WHAT YOU SHOULD DO: Output all of the entries beneath, exactly as written.

SUPPLIED DATA:
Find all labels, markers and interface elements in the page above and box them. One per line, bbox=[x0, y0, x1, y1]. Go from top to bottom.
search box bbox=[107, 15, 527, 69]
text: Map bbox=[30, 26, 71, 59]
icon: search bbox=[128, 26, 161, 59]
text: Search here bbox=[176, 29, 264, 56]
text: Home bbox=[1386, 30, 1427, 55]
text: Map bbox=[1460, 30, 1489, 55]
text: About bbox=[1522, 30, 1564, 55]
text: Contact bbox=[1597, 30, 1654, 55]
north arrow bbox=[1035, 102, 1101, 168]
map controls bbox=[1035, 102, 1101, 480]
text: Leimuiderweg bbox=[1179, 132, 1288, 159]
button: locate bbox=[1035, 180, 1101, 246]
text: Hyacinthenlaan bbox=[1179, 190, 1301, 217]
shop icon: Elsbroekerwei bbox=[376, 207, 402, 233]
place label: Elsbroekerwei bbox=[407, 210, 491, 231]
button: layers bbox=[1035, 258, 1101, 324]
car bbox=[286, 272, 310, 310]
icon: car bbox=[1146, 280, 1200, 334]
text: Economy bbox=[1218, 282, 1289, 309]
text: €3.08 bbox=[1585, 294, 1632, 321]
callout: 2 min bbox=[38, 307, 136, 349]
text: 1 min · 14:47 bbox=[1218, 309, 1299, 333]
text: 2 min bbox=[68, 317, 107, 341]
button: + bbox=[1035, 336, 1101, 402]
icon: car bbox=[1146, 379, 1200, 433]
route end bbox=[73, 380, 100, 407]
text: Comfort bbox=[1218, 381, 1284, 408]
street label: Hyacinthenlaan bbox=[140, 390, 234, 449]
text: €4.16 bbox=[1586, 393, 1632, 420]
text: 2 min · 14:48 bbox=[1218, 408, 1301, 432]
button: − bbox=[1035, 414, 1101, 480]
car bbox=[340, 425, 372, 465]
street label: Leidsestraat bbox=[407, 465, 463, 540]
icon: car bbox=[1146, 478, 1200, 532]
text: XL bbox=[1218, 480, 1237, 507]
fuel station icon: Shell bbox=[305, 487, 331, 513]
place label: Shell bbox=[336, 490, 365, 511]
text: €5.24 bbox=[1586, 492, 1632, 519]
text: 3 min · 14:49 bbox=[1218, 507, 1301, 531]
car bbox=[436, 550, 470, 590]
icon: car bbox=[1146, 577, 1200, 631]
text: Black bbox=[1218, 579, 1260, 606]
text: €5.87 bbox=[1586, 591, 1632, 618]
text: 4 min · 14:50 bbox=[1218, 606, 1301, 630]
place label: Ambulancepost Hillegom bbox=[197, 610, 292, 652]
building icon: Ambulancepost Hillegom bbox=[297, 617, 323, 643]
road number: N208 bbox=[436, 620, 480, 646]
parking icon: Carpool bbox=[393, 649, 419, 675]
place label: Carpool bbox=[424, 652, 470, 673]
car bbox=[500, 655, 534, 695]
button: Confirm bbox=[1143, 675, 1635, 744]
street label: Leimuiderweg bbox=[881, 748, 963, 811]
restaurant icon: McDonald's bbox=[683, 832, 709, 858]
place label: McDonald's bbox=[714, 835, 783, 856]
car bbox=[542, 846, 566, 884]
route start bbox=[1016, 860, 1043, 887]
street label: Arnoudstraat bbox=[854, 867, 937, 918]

REPLY:
Find all labels, markers and interface elements in the page above and box them. One per line, bbox=[x0, y0, x1, y1]. Go from top to bottom.
search box bbox=[107, 15, 527, 69]
text: Map bbox=[30, 26, 71, 59]
icon: search bbox=[128, 26, 161, 59]
text: Search here bbox=[176, 29, 264, 56]
text: Home bbox=[1386, 30, 1427, 55]
text: Map bbox=[1460, 30, 1489, 55]
text: About bbox=[1522, 30, 1564, 55]
text: Contact bbox=[1597, 30, 1654, 55]
north arrow bbox=[1035, 102, 1101, 168]
map controls bbox=[1035, 102, 1101, 480]
text: Leimuiderweg bbox=[1179, 132, 1288, 159]
button: locate bbox=[1035, 180, 1101, 246]
text: Hyacinthenlaan bbox=[1179, 190, 1301, 217]
shop icon: Elsbroekerwei bbox=[376, 207, 402, 233]
place label: Elsbroekerwei bbox=[407, 210, 491, 231]
button: layers bbox=[1035, 258, 1101, 324]
car bbox=[286, 272, 310, 310]
icon: car bbox=[1146, 280, 1200, 334]
text: Economy bbox=[1218, 282, 1289, 309]
text: €3.08 bbox=[1585, 294, 1632, 321]
callout: 2 min bbox=[38, 307, 136, 349]
text: 1 min · 14:47 bbox=[1218, 309, 1299, 333]
text: 2 min bbox=[68, 317, 107, 341]
button: + bbox=[1035, 336, 1101, 402]
icon: car bbox=[1146, 379, 1200, 433]
route end bbox=[73, 380, 100, 407]
text: Comfort bbox=[1218, 381, 1284, 408]
street label: Hyacinthenlaan bbox=[140, 390, 234, 449]
text: €4.16 bbox=[1586, 393, 1632, 420]
text: 2 min · 14:48 bbox=[1218, 408, 1301, 432]
button: − bbox=[1035, 414, 1101, 480]
car bbox=[340, 425, 372, 465]
street label: Leidsestraat bbox=[407, 465, 463, 540]
icon: car bbox=[1146, 478, 1200, 532]
text: XL bbox=[1218, 480, 1237, 507]
fuel station icon: Shell bbox=[305, 487, 331, 513]
place label: Shell bbox=[336, 490, 365, 511]
text: €5.24 bbox=[1586, 492, 1632, 519]
text: 3 min · 14:49 bbox=[1218, 507, 1301, 531]
car bbox=[436, 550, 470, 590]
icon: car bbox=[1146, 577, 1200, 631]
text: Black bbox=[1218, 579, 1260, 606]
text: €5.87 bbox=[1586, 591, 1632, 618]
text: 4 min · 14:50 bbox=[1218, 606, 1301, 630]
place label: Ambulancepost Hillegom bbox=[197, 610, 292, 652]
building icon: Ambulancepost Hillegom bbox=[297, 617, 323, 643]
road number: N208 bbox=[436, 620, 480, 646]
parking icon: Carpool bbox=[393, 649, 419, 675]
place label: Carpool bbox=[424, 652, 470, 673]
car bbox=[500, 655, 534, 695]
button: Confirm bbox=[1143, 675, 1635, 744]
street label: Leimuiderweg bbox=[881, 748, 963, 811]
restaurant icon: McDonald's bbox=[683, 832, 709, 858]
place label: McDonald's bbox=[714, 835, 783, 856]
car bbox=[542, 846, 566, 884]
route start bbox=[1016, 860, 1043, 887]
street label: Arnoudstraat bbox=[854, 867, 937, 918]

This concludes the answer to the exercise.